According to the 2018 Curriculum Guidelines for 12-Year Basic Education in Mathematics for Vocational Senior High Schools in Taiwan, the educational objectives are broad and dynamic, focusing on developing students' mathematical competence and proficiency, enhancing their ability to use tools and technology effectively, and fostering robust problem-solving skills. This modern approach in vocational senior high school mathematics education is not limited to just understanding mathematical concepts and applying mathematical skills. It progressively moves towards equipping students with the ability to solve real-world and occupational problems. This is achieved by cultivating a deep and flexible understanding of mathematical principles and encouraging the adept application of mathematical tools. The curriculum is designed to bridge theoretical knowledge with practical application, aiming to prepare students for the diverse challenges they might encounter in their professional careers and everyday life, thereby making mathematics education more relevant, engaging, and applicable to various contexts.

Textbook is a necessary element in the implementation of curriculum reform, and its content symbolize the transformation of goals of the idealistic curriculum. The 12-Year Basic Education embodies a paradigm shift in teaching and learning of mathematics, from knowledge-centered learning to cultivating problem-solving in different contexts. The development of student's mathematics learning is not recommended to repeatedly practice similar problems (Gu, Huang, & Marton, 2004), but rather, the number of problems in different contexts should be increased to diversify the content of textbooks, thereby creating and shaping a learning environment conducive to higher-level understanding (Van del Heuvel-Paanhuizen, 1996). In different contexts, it is possible to stimulate and inspire student's flexible problem-solving strategies. There is a positive relationship between providing learning opportunities in diverse mathematical contexts and the academic achievement of students. How do textbooks demonstrate that offering a suitable learning environment to develop diverse problem-solving strategies is a one of the crucial components of curriculum reform. Therefore, it is necessary to explore and understand which contexts of questions are provided by textbooks to facilitate the development of students' problem-solving strategies.
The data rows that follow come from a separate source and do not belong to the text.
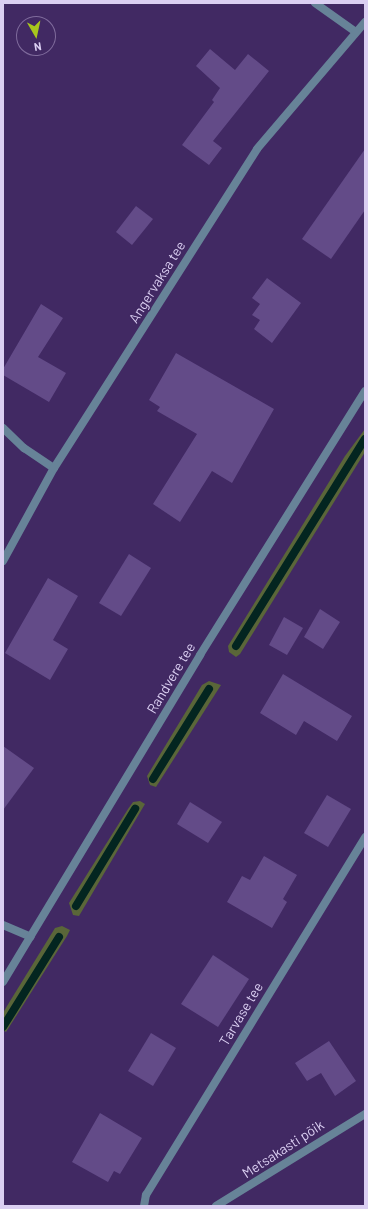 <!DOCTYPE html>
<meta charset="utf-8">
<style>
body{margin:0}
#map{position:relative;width:368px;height:1209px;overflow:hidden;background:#412963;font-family:Barlow,sans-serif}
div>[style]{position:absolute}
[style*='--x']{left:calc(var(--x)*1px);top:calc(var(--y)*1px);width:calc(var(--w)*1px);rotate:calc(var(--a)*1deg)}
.green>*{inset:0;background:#5a6639}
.stream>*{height:8px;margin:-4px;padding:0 4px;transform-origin:4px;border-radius:4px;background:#032520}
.building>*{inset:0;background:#634b88}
.minor>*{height:8px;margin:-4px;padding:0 4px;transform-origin:4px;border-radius:4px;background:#678398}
.tertiary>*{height:8px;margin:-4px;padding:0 4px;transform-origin:4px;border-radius:4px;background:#678398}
span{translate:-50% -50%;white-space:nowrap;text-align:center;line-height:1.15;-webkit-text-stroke:3px #412963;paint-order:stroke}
.street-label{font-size:14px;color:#dbcff2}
.frame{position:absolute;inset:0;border:4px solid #dbcff2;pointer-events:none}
.north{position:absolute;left:16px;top:16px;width:40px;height:40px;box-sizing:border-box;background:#412963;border:1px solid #7f6b9c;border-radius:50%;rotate:171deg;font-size:11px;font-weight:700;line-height:16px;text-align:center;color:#dbcff2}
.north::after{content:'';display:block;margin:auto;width:14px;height:18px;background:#a8c71d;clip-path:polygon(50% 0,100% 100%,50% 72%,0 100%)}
</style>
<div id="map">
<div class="green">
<i style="clip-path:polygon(365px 429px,365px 452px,240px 654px,236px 657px,229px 652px,228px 646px,345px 456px)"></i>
<i style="clip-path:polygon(209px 681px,221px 685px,156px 787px,150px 785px,147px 776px,202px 685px)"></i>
<i style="clip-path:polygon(140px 801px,145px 804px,79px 916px,73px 915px,69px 903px,128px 809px,133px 802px)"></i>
<i style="clip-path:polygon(62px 926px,70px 930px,67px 936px,6px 1032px,3px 1030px,3px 1013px,7px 1006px,55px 928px)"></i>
</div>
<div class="stream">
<i style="--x:236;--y:646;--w:244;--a:-58.1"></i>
<i style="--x:153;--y:779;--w:106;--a:-58.1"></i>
<i style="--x:76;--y:906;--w:114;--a:-58.7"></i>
<i style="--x:3;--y:1027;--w:106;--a:-58.1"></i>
</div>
<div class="building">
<i style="clip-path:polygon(210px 49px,235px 70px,248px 54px,269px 71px,213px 141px,222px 148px,209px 165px,182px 145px,214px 102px,212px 100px,220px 88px,196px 66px)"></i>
<i style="clip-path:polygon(365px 149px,365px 210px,331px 259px,302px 239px)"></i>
<i style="clip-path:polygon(136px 206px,153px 219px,132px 245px,116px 232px)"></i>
<i style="clip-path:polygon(267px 278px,301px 303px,272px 343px,254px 329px,260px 320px,252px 315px,260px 304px,252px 298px)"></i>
<i style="clip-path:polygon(41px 304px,63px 318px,38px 357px,66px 373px,49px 402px,3px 375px,3px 369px)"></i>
<i style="clip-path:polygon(176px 353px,274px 409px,232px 483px,212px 471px,180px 522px,153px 504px,197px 434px,157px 411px,160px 407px,149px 400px)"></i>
<i style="clip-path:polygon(129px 554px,151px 568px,121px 616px,99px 603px)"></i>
<i style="clip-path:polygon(48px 578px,78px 596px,53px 640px,68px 649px,50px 680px,5px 653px)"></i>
<i style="clip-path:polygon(320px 609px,340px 622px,323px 649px,304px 637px)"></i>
<i style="clip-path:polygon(284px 617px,303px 628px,287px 655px,269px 645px)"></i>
<i style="clip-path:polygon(283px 674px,352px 716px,337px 741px,304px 721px,296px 735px,260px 713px)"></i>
<i style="clip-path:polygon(3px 746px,34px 768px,3px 810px)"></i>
<i style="clip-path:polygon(327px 795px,351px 809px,328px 847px,304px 833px)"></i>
<i style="clip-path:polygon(190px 802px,222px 822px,208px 843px,177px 824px)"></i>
<i style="clip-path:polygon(264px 856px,297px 875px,283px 899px,287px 902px,272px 928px,227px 902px,242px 876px,250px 880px)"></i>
<i style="clip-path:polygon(213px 955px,249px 979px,218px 1027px,181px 1004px)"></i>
<i style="clip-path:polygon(151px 1033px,176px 1048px,153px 1086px,128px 1071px)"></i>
<i style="clip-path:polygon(329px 1041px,356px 1081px,335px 1096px,321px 1073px,307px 1081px,295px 1063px)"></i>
<i style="clip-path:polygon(100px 1113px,142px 1138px,120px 1174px,114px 1171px,108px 1182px,72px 1162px)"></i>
</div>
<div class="minor">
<i style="--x:315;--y:3;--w:50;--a:35.3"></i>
<i style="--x:3;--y:428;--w:29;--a:44"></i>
<i style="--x:24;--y:448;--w:36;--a:34"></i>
<i style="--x:3;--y:561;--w:106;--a:-61.3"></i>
<i style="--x:54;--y:468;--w:378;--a:-57.5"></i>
<i style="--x:257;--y:149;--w:167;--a:-49.6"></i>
<i style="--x:3;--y:925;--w:30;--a:23"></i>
<i style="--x:144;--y:1206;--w:11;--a:-80"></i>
<i style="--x:146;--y:1195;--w:420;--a:-58.5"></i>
<i style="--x:216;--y:1206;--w:175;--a:-31.7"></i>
</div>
<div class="tertiary">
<i style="--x:3;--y:982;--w:382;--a:-58.9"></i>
<i style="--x:200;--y:655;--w:311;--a:-58"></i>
</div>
<div class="street-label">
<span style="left:157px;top:282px;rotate:-58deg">Angervaksa tee</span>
<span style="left:171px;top:678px;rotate:-59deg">Randvere tee</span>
<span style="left:241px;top:1014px;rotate:-59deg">Tarvase tee</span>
<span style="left:283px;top:1149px;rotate:-33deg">Metsakasti põik</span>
</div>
<div class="frame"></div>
<div class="north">N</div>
</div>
The research, referring to PISA 2022 Mathematics Framework as theoretical foundation and analytical framework, explores the question types and characteristics of mathematics textbooks in vocational senior high school through content analysis. Question is the fundamental unit of composition in mathematics textbooks (Stein, Remillard, & Smith, 2007). The contexts involved in these questions were categorized into personal, social, occupational, scientific, and mathematical. We conducted a detailed categorization, comparison, and analysis of the questions found in 10 different versions of mathematics textbooks in vocational senior high school, systematically examining the content and structure of these educational materials to gain a comprehensive understanding of their approach and emphasis in teaching mathematics.

This research revealed three major findings. At first, in all the versions of the mathematics textbooks analyzed, an overwhelming majority, exceeding 89%, of the questions presented are deeply rooted in a mathematical context. This finding underscores a consistent and significant focus on mathematical scenarios and problem-solving within the framework of these textbooks, highlighting their dedication to emphasizing mathematical concepts and applications. The second observation is that, in nine of the textbook versions, the questions related to personal contexts ranked second in terms of frequency. In just one version of the textbook, the questions involving scientific contexts outnumbered those related to personal situations. The third finding is that in each version of the textbooks, questions related to personal, occupational, and scientific contexts are extremely scarce, with the vast majority of these questions accounting for less than 1% of the total. Moreover, there is one version of the textbook that completely lacks any questions pertaining to occupational contexts. Therefore, we suggest that textbooks should offer questions in a variety of contexts, enabling students to use mathematics to solve problems and enhance their flexible and diverse problem-solving strategies.

Gu, L., Huang, R., & Marton, F. (2004). Teaching with Variation: An effective way of mathematics teaching in China. In L. Fan, N. Y. Wong, J. Cai, & S. Li (Eds.), How Chinese learn mathematics: Perspectives from insiders (pp. 309-345). Singapore: World Scientific.

Ministry of Education. (2018). Curriculum guidelines of 12-year basic education: Language Arts-Mandarin. Taipei, Taiwan: Author.

Organization for Economic Co-operation and Development. (2023). PISA 2022 Mathematics Framework: assessment and analytical framework. Author. https://www.oecd-ilibrary.org/docserver/7ea9ee19-en.pdf?expires=1704117927&id=id&accname=guest&checksum=EDB9563E155337C0F060D951B1127BB8

Stein, M. K., Remillard, J., & Smith, M. S. (2007). How curriculum influences student learning. In F. Lester Jr. (Ed.), Second handbook of research on mathematics teaching and learning (pp. 319-369). Greenwich, CT: Information Age.

Van del Heuvel-Paanhuizen, M. (1996). Assessment and realistic mathematics. Utrecht, The Netherlands: Freudenthal Institute, University of Utrecht.